Infanzia – poesia interpretata da Valentina Muzzi
Le cornacchie dormivano sull’albero ansimante,/ erano da quindici anni che mio padre s’aggirava in città per il pane e la sua donna/ lavava col sapone profumato/ i capelli bruni della mia sorellina. Ero lì;/ nessuno pensava a me! Il vento portava via/ i petali dei papaveri che rimanevano senza testa; nella pigra oscurità sono arrossite solo sette stelle!/ La lucciola e dietro al recinto distante/ gregge dormiente vegliavano: per non farmi/ portar via dal cielo una bracciata; sapevano/ che sarei diventato lingua di fuoco, sul capo dei signori!

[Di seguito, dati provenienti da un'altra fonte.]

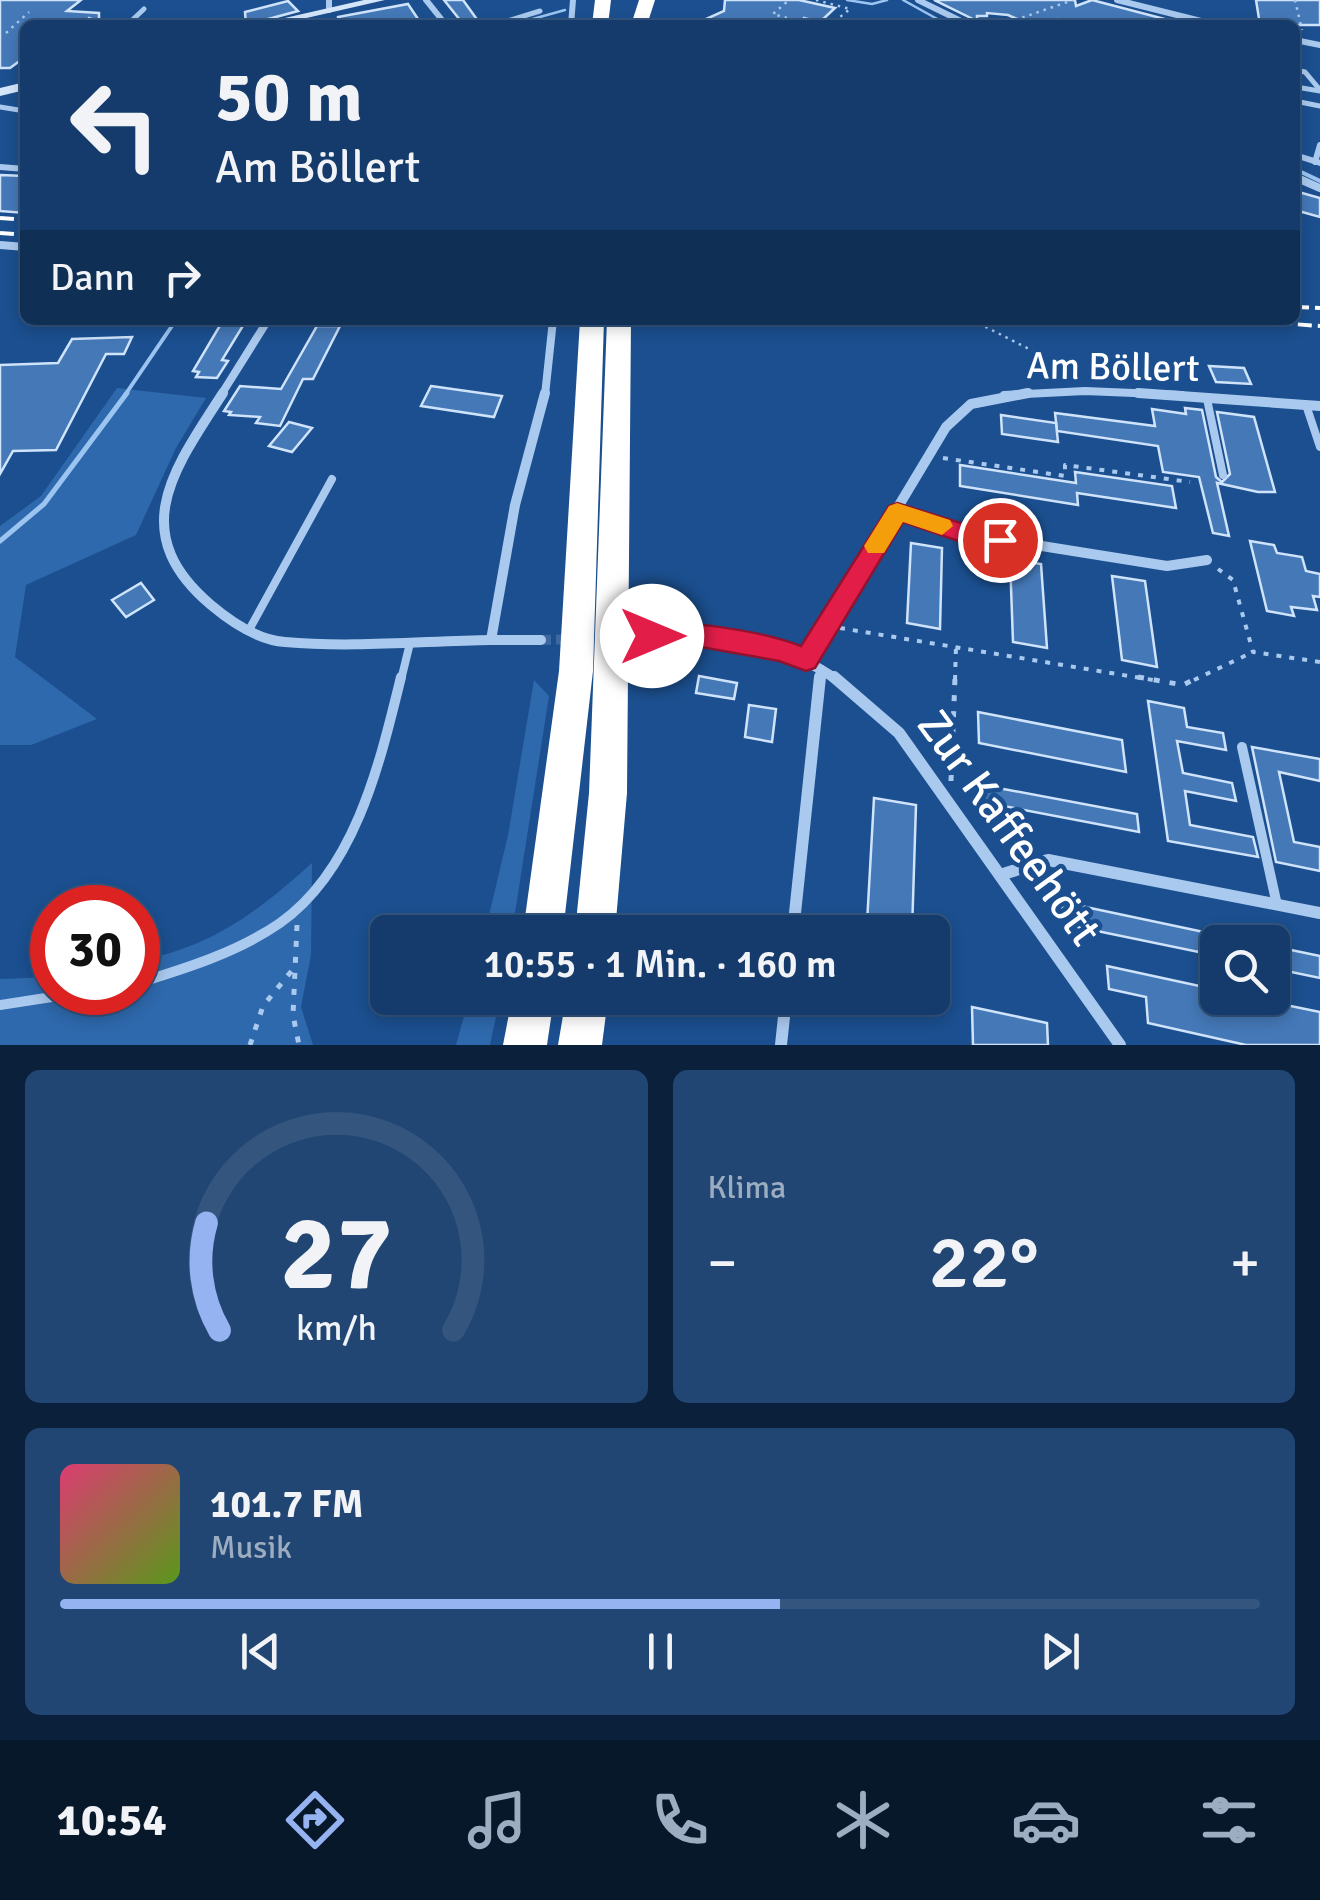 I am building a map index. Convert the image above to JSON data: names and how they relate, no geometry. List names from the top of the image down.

Non posso sapere – poesia interpretata da Elisa Negrini
Per gli altri questo che significa,/ non posso saperlo,/ per me è la patria, questo piccolo paese,/ il luogo della mia infanzia lontana e felice./ Come un ramo debole dal tronco dell’albero/ da esso sono cresciuto e spero che da qua sarò anche sepolto./ Sono a casa. E se un cespuglio si china davanti a me, /conosco il suo nome, il suo fiore,/ so chi cammina per la strada, e dove và, / e so cosa potrebbe significare il dolore/ di un tramonto rosso sulle mure delle case./ per chi vola su un aereo, è solo una mappa, / e non sa Vörösmarty Mihály dove abitava;/ per lui che significa? Fabbrica e caserma, / ma per me: cavalletta, bue , campanile e mite casale;/ nel binocolo egli vede campi e fabbriche,/ ma io anche il lavoratore zelante,/ bosco, frutteto, uva e tombe,/ tra le tombe una vecchietta, che pian piano piange,/ e quello che da sopra una fabbrica ci gioca un cane. / E poi il parco: di vecchi amori conserva la traccia, / la mia bocca ricorda i baci al gusto di miele e fragola. / Sul marciapiede un giorno andando a scuola / per non essere interrogato salivo su una pietra. / Eccola qua, ma di sopra neppur essa si vede/ non esiste apparecchio che la possa rilevare./ É vero, siamo peccatori, noi come gli altri popoli, / e riconosciamo la nostra colpa, quando, come, dove, / ma ci sono anche innocenti, lavoratori o poeti, / e lattanti, in chi crescerà la ragione, / la conserveranno, nascosti in buie cantine, /finché non arrivi la pace nel nostro paese, / risponderanno freschi loro alla nostra soppressa voce. Coprici con le tue grosse ali, nuvola della notte.